Fine. I'll admit it. I was mostly asleep while listening to the news this morning about 5am or so. But my ears perked up and I had a brief, shining moment of hope for the (rightly) maligned public school system in Texas.
First came the push for avowed ultra-fundamental Christians to strong-arm their beliefs onto not only Texan students, but students nationwide thanks to the 'other end of the spectrum' California not being able to afford textbooks anymore. Where in past years, the two biggest buyers of school textbooks canceled each other out and balanced each other in what our students learned, the textbook manufacturers are now poised to bend to the will of the Texas textbook review board- and as Texas leans, so will lean the Nation. Strike One.
Then came the stunning revelation that this self-same group of people decided to EXCLUDE certain historical figures from the history books it's ordering. But not to worry- it's no one important like Thomas Jefferson. Oh. No. Wait.
One of the people deleted from history as planning to be taught to our children IS Thomas Jefferson. No longer an "Important Historical Figure".
Kind of thrown under the bus with poor ex-planet Pluto. Strike Two.
This deciding board in Texas is not comprised of people you'd assume- people like teachers, or professors, or experts in anything school-like. There's a nice couple from not too far north of here who stalwartly strive to Bring God Back Into School and get that nasty old EEEEEvolution out of the science books.

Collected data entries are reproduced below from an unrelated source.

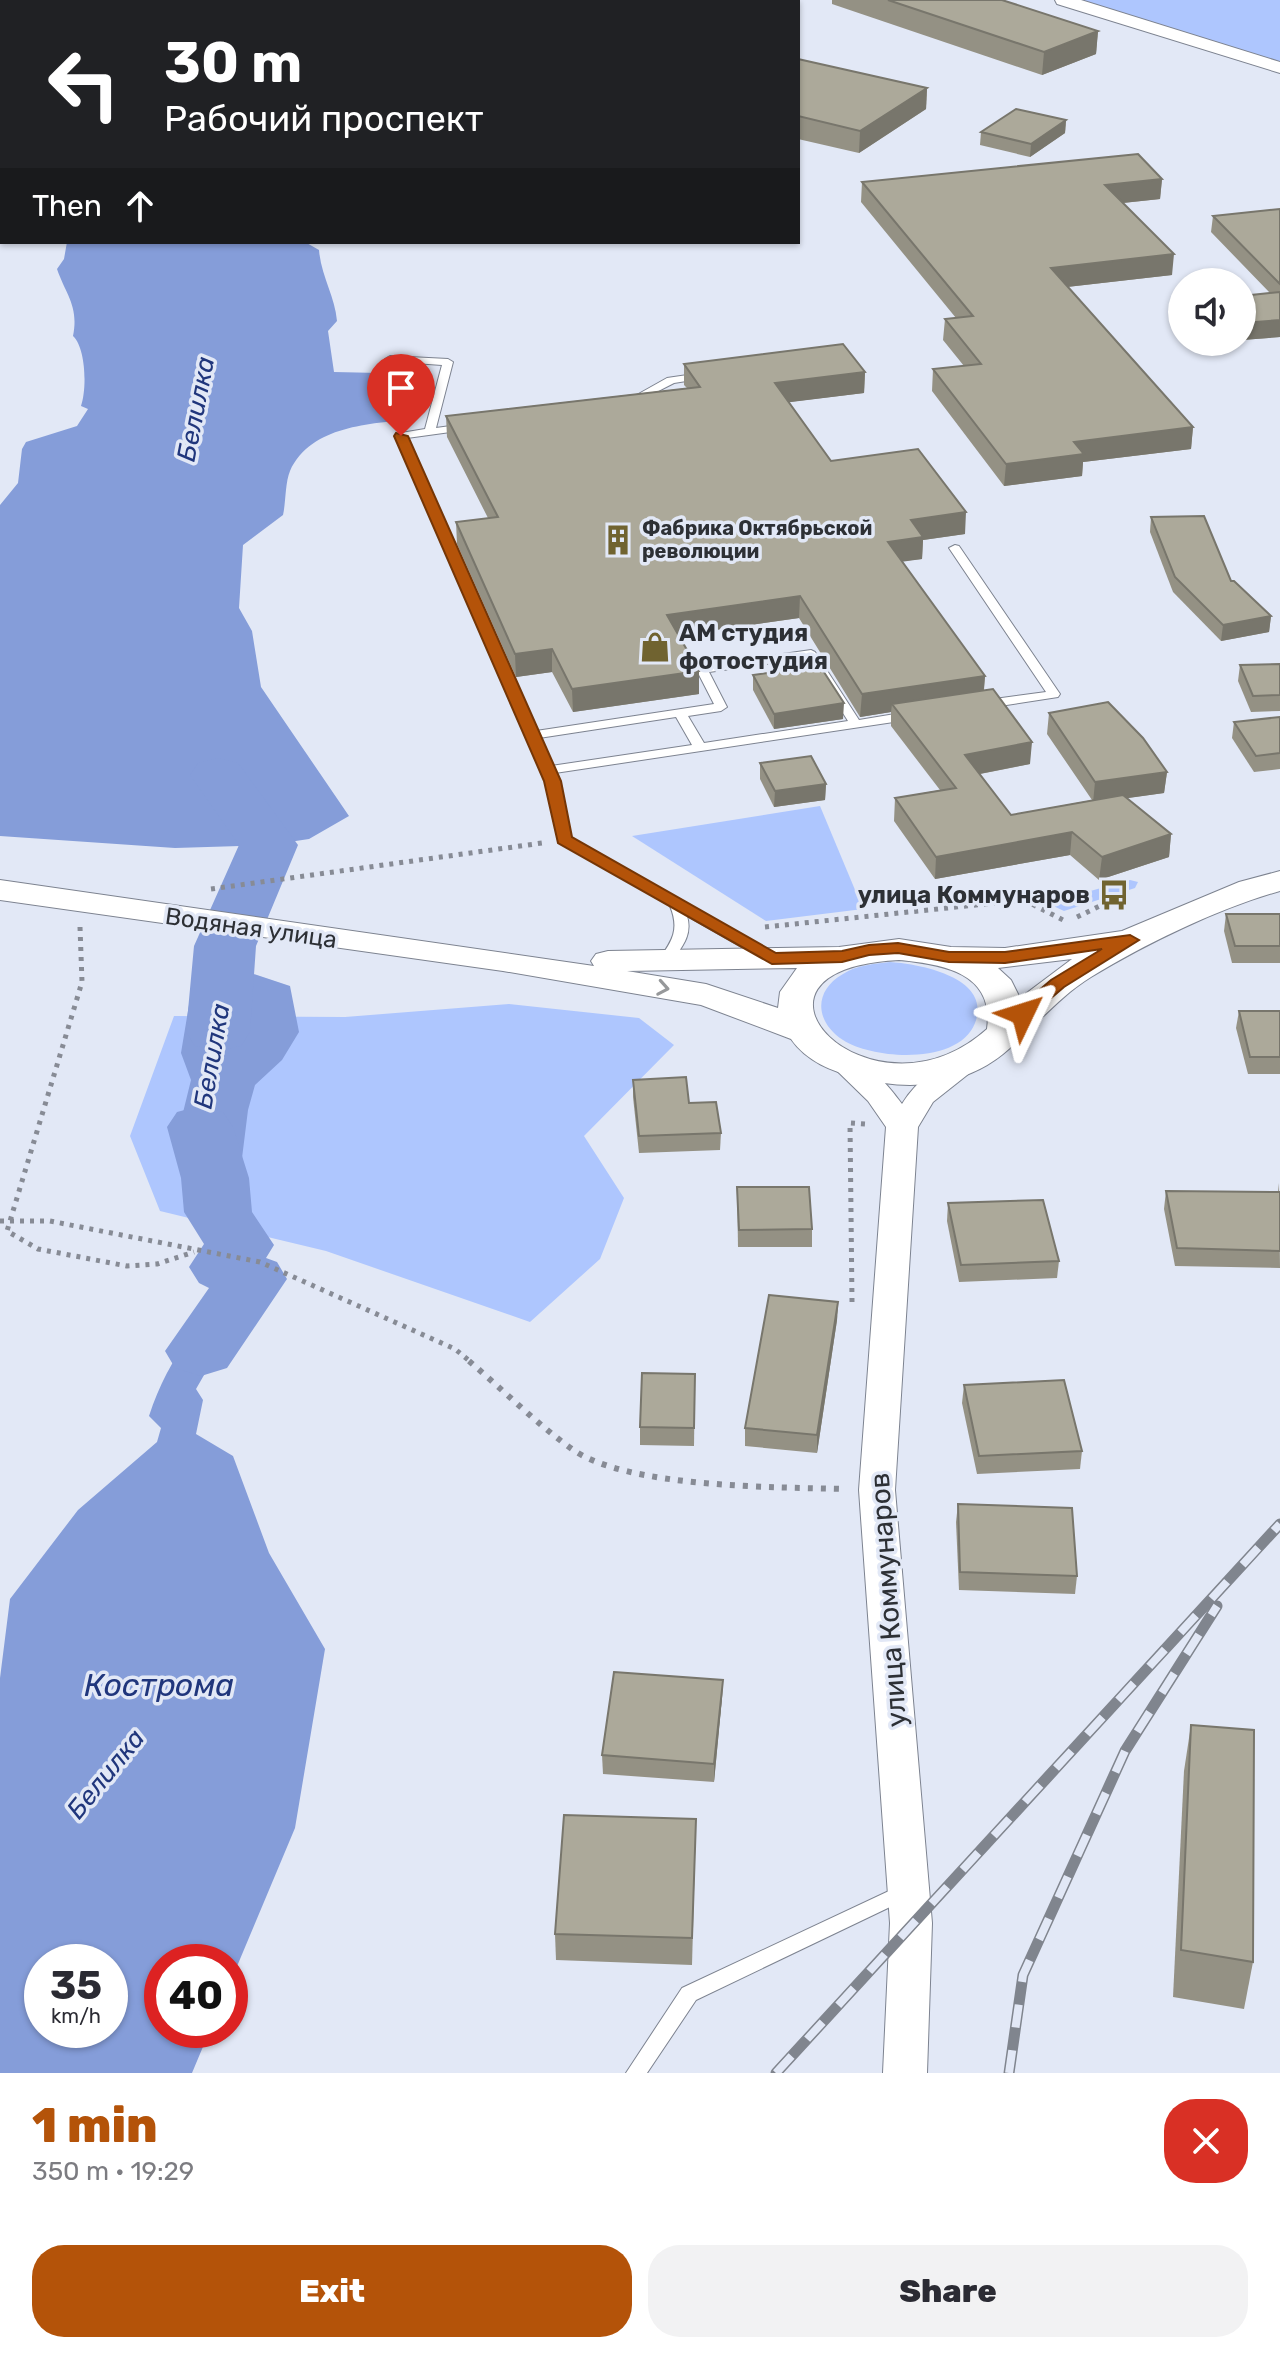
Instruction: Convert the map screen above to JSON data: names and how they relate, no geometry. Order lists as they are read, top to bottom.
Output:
{
  "streets": {
    "street": ["Водяная улица", "улица Коммунаров"]
  },
  "water": ["Белилка", "Кострома"],
  "places": {
    "building": ["Фабрика Октябрьской революции"],
    "shop": ["АМ студия фотостудия"],
    "bus stop": ["улица Коммунаров"]
  },
  "page": {
    "turn": ["30 m", "Рабочий проспект"],
    "then": "Then",
    "speed": "35 km/h",
    "limit": "40",
    "heading": ["1 min", "350 m · 19:29"],
    "buttons": ["Exit", "Share"]
  }
}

http://www.textbookreviews.org/index.html?content=about.htm
There's the head of the whole shebang- a dentist. A dentist who was VOTED OFF OF the school text book board but has made it his goal to shove all of his fundamental agenda straight into law before he has to step down.
http://en.wikipedia.org/wiki/Don_McLeroy
So I was sleepily giddy when I heard the teaser for the upcoming news story- something like "Texas public schools to change the maximum student per classroom laws".

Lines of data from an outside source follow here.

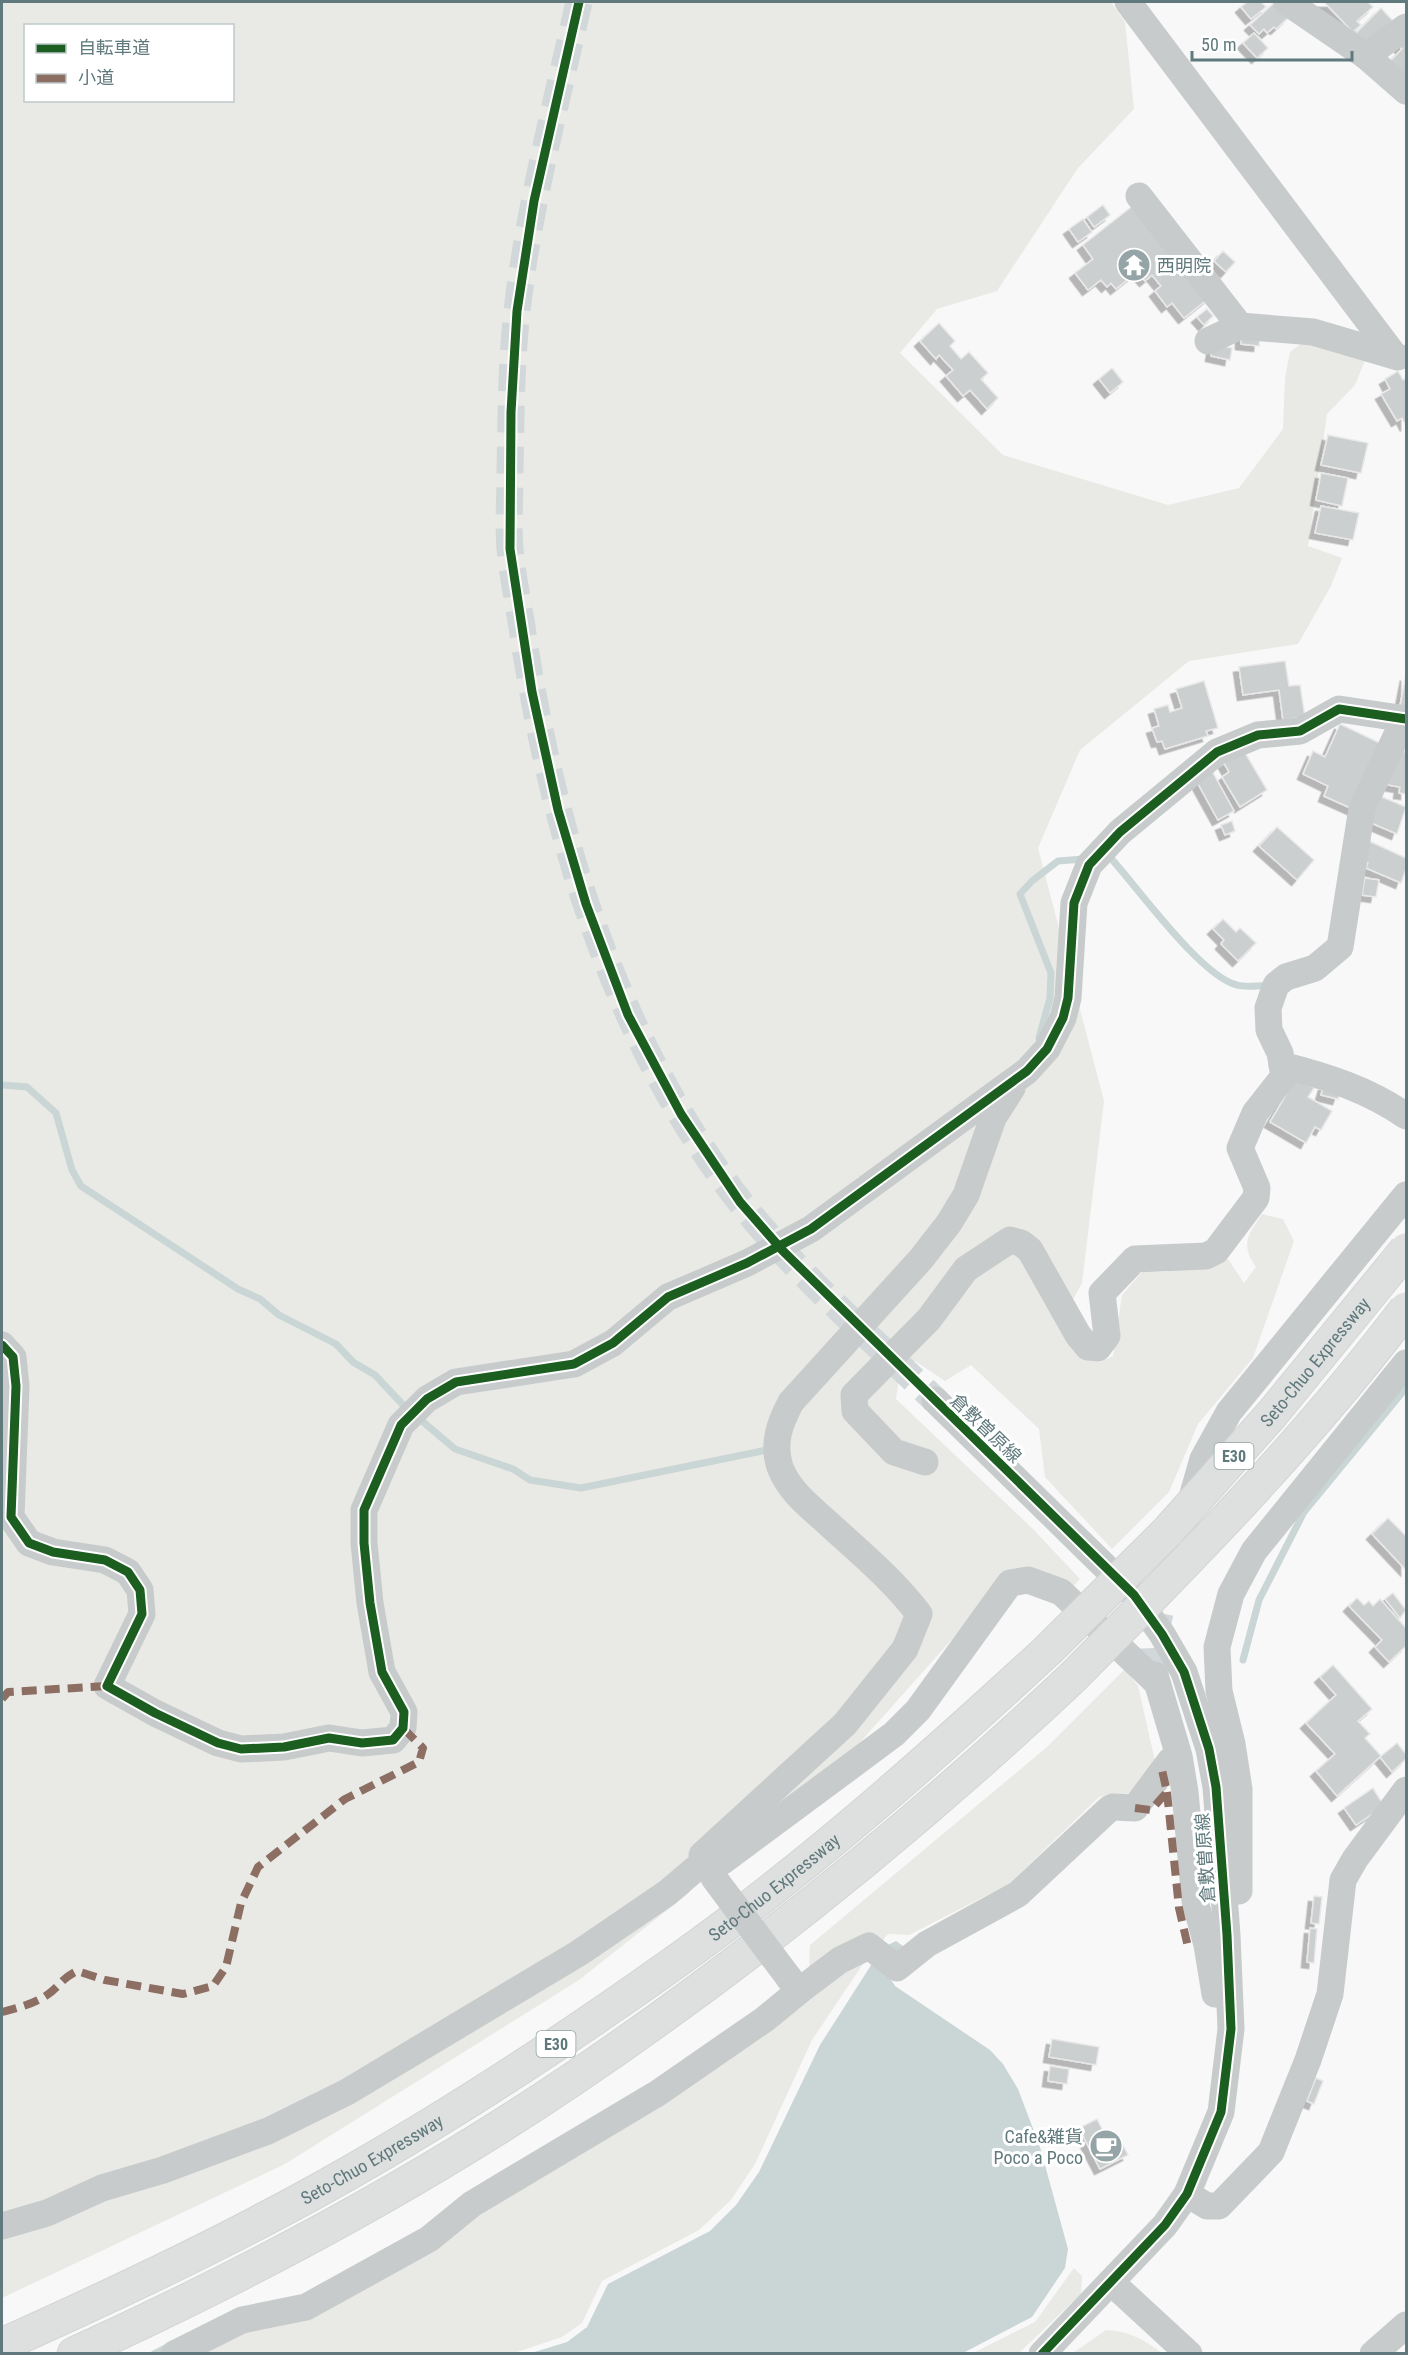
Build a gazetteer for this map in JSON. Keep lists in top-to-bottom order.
{
  "streets": {
    "highway": ["Seto-Chuo Expressway", "E30"],
    "street": ["倉敷曽原線"]
  },
  "places": {
    "temple": ["西明院"],
    "cafe": ["Cafe&雑貨 Poco a Poco"]
  },
  "legend": ["自転車道", "小道"],
  "scale_bar": "50 m"
}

I thought "FINALLY"- one of the big reasons we decided to home school was the 1 teacher per 22 student ratio in our public schools- 1 teacher, NO teacher aide(s) or helpers and 22 tiny 5 year old minds and bodies to nurture and encourage. Impossible. The thought that there was finally going to be a more sensible teacher/student ratio in the lower grades was exciting.
So I fought off dozing off to hear the story.

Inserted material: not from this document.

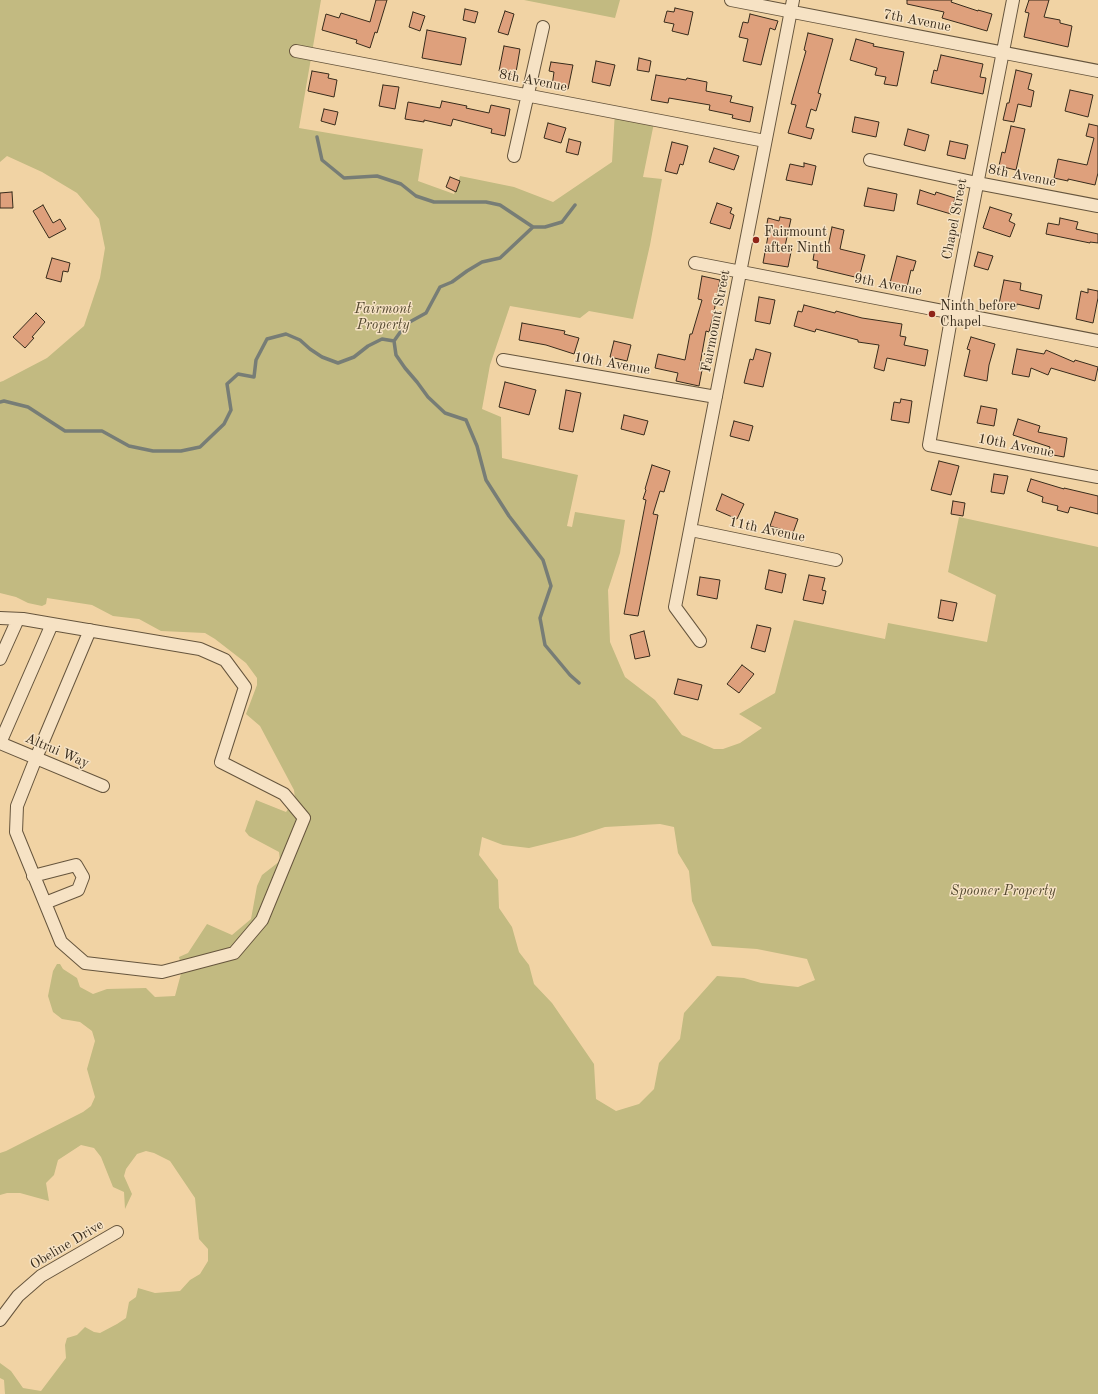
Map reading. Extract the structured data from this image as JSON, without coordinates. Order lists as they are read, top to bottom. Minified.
{"streets":{"street":["7th Avenue","8th Avenue","Chapel Street","9th Avenue","Fairmount Street","10th Avenue","11th Avenue","Altrui Way","Obeline Drive"]},"crossings":[["7th Avenue","Chapel Street"],["7th Avenue","Fairmount Street"],["8th Avenue","Chapel Street"],["8th Avenue","Fairmount Street"],["Chapel Street","9th Avenue"],["Chapel Street","10th Avenue"],["9th Avenue","Fairmount Street"],["Fairmount Street","10th Avenue"],["Fairmount Street","11th Avenue"]],"parks":["Fairmont Property","Spooner Property"],"places":["Fairmount after Ninth","Ninth before Chapel"]}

Here's where it got weird.
The law is not so much going to be "changed" as "abolished". Seems that it costs the public schools alot of money building extra classrooms and hiring extra teachers, and what's really being suggested is that we need to have 1 teacher for MORE THAN 22 students, grades kindergarten-four.
Of course. If we care so little about details like separation of church and state, teaching scientific facts, or keeping the FOUNDING FATHERS in our history books, why should it matter that our smallest, youngest, most impressionable citizens are being packed into classrooms like cattle in the feedlots? Strike Three.
What a coup for the Ritalin pushers.